THE PROBLEM: Exact duplicates of the lines from the top of the data through the line containing "display:grid; place-items:center; width:66px;" are needed, with every picture left out.

(Extracted data entries)
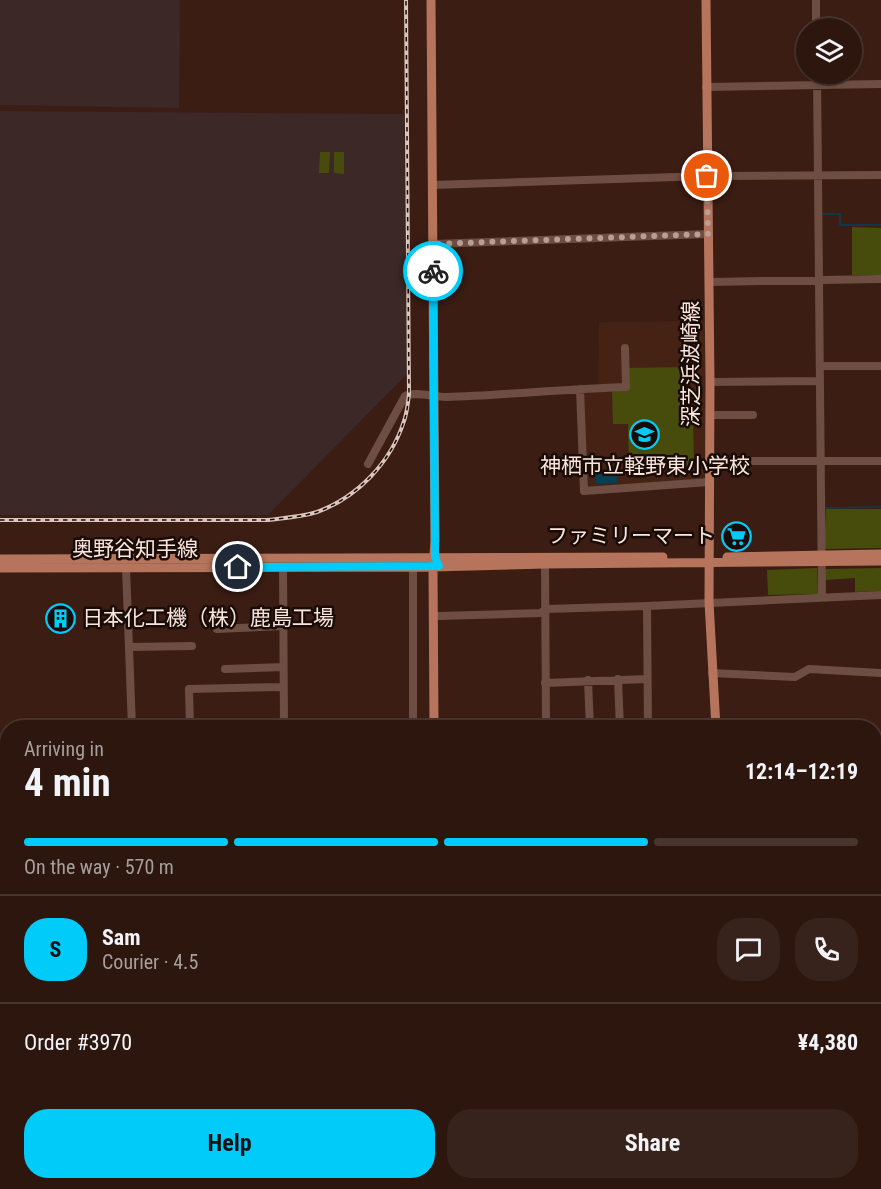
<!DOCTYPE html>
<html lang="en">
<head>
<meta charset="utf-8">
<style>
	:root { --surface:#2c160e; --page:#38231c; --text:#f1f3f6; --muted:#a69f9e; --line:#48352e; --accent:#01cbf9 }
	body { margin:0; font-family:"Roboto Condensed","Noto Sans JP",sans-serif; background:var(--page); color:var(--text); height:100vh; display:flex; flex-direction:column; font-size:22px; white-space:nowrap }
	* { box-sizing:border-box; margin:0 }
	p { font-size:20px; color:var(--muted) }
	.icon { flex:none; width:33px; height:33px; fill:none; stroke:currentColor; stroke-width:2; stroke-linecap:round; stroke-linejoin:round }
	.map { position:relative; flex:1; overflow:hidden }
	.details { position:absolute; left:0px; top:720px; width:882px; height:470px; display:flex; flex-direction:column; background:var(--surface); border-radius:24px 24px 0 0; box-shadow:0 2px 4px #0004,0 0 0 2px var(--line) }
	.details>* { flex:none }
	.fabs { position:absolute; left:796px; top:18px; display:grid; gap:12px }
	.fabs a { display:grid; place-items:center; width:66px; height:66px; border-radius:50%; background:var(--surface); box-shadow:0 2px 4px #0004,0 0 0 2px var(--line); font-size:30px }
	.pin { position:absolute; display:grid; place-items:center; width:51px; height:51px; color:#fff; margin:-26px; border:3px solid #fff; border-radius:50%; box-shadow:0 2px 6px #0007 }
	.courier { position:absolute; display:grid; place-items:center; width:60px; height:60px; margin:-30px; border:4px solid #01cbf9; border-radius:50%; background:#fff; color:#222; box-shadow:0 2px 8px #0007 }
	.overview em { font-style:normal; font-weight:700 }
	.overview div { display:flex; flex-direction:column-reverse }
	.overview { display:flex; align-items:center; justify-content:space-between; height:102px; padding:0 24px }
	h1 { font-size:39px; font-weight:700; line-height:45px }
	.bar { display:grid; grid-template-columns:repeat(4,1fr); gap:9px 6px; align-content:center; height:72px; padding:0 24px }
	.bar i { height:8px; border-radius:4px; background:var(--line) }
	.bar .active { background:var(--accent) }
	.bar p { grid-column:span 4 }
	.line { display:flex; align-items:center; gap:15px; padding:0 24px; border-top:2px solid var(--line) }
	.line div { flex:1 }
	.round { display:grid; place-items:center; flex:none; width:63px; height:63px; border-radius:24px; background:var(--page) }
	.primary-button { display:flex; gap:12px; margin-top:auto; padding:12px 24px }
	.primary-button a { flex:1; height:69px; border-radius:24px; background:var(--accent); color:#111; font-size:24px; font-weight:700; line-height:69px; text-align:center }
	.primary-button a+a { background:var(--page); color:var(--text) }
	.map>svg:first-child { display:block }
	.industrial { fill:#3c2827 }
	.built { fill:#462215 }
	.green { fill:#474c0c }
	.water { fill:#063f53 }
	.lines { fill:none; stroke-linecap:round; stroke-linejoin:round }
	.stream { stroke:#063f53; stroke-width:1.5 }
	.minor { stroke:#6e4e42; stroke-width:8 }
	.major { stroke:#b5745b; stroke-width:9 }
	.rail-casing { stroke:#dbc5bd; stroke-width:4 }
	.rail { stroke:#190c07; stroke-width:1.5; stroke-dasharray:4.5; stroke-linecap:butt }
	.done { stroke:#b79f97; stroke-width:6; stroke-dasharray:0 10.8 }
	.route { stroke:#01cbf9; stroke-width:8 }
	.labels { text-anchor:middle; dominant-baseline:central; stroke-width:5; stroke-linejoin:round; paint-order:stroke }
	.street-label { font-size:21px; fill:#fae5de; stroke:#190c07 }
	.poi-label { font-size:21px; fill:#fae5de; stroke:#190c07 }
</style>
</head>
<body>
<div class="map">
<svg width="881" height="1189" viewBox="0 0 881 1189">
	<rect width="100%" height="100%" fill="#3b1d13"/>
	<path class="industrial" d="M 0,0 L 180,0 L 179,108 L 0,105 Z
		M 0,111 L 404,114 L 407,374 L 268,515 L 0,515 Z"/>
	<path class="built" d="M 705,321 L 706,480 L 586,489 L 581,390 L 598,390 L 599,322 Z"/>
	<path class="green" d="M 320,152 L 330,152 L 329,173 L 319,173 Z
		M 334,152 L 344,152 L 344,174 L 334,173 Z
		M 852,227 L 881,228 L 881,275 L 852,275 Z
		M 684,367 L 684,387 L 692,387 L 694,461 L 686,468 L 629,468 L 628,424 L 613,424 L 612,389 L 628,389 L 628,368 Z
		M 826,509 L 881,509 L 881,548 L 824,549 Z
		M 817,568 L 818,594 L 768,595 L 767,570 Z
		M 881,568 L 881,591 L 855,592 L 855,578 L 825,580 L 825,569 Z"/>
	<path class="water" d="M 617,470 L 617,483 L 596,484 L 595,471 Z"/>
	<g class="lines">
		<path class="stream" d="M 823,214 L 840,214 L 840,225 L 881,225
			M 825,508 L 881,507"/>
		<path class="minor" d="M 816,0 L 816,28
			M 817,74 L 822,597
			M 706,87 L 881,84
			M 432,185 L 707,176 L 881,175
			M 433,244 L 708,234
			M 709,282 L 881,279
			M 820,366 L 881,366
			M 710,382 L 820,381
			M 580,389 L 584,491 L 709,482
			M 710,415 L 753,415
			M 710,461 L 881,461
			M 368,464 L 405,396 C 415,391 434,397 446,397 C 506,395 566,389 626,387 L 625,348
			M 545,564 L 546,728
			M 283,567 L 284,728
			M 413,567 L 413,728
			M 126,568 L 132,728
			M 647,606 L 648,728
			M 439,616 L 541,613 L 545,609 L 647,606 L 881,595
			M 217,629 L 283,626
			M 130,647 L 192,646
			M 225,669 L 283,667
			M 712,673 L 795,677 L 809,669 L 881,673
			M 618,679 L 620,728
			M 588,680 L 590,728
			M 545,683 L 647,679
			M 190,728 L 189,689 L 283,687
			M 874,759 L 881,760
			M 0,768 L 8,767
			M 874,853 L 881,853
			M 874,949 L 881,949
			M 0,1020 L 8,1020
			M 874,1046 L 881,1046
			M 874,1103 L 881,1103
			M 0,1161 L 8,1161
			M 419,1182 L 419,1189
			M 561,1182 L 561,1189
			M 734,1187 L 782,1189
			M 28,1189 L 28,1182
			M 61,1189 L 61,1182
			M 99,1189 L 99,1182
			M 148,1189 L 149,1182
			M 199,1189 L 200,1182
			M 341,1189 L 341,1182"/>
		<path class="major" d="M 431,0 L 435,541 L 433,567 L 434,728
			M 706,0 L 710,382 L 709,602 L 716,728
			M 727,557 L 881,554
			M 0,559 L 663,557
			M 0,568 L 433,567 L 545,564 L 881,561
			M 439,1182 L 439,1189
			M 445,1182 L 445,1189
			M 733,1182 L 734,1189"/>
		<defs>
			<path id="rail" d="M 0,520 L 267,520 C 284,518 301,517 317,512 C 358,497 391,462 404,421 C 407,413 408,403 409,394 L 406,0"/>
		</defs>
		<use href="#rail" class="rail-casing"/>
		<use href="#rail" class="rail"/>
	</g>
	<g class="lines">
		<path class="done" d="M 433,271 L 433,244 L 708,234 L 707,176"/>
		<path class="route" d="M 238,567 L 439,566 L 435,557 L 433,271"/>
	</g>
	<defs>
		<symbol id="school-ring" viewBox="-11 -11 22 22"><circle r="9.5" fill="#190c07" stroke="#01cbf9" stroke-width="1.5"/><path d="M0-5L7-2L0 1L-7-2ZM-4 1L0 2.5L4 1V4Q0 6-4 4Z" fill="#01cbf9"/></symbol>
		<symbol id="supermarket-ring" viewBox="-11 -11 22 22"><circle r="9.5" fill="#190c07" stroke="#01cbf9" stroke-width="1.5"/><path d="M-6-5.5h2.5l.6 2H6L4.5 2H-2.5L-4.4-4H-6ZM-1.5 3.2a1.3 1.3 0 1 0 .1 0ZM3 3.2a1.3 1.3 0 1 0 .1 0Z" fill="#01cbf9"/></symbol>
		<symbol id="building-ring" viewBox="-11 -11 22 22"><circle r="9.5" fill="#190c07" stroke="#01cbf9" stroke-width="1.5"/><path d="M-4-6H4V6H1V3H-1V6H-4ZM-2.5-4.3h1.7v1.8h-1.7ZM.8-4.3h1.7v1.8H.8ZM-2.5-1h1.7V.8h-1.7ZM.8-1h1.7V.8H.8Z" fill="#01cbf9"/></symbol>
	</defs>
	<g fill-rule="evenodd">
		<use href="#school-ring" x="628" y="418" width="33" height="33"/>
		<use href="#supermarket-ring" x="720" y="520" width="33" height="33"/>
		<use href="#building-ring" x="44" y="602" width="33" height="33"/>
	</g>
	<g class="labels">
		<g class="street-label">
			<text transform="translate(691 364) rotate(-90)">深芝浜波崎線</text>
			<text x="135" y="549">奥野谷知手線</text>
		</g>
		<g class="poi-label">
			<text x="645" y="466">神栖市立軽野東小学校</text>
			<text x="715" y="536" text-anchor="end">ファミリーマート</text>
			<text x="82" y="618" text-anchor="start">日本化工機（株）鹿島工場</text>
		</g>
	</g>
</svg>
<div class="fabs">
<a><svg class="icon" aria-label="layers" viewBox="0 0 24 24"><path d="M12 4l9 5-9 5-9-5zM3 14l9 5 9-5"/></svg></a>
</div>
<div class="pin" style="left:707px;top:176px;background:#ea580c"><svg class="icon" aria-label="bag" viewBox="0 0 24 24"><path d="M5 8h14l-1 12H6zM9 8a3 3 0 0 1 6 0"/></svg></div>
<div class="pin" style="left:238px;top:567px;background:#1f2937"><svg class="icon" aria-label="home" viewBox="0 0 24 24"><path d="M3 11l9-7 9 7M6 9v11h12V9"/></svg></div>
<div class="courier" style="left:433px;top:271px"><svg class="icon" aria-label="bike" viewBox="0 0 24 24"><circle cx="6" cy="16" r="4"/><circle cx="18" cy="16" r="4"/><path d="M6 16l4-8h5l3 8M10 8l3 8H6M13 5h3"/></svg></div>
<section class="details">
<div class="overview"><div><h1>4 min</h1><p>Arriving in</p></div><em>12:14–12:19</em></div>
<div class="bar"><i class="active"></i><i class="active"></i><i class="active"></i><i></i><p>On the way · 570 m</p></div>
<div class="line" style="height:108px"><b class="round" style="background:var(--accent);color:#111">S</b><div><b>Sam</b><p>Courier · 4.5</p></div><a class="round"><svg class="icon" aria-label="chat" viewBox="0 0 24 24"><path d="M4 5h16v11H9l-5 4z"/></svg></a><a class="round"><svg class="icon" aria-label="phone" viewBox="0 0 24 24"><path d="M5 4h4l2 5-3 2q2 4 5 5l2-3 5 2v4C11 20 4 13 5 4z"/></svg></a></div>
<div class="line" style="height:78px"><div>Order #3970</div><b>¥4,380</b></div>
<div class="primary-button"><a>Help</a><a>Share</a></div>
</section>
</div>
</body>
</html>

RESPONSE TO THIS EXERCISE:
<!DOCTYPE html>
<html lang="en">
<head>
<meta charset="utf-8">
<style>
	:root { --surface:#2c160e; --page:#38231c; --text:#f1f3f6; --muted:#a69f9e; --line:#48352e; --accent:#01cbf9 }
	body { margin:0; font-family:"Roboto Condensed","Noto Sans JP",sans-serif; background:var(--page); color:var(--text); height:100vh; display:flex; flex-direction:column; font-size:22px; white-space:nowrap }
	* { box-sizing:border-box; margin:0 }
	p { font-size:20px; color:var(--muted) }
	.icon { flex:none; width:33px; height:33px; fill:none; stroke:currentColor; stroke-width:2; stroke-linecap:round; stroke-linejoin:round }
	.map { position:relative; flex:1; overflow:hidden }
	.details { position:absolute; left:0px; top:720px; width:882px; height:470px; display:flex; flex-direction:column; background:var(--surface); border-radius:24px 24px 0 0; box-shadow:0 2px 4px #0004,0 0 0 2px var(--line) }
	.details>* { flex:none }
	.fabs { position:absolute; left:796px; top:18px; display:grid; gap:12px }
	.fabs a { display:grid; place-items:center; width:66px; height:66px; border-radius:50%; background:var(--surface); box-shadow:0 2px 4px #0004,0 0 0 2px var(--line); font-size:30px }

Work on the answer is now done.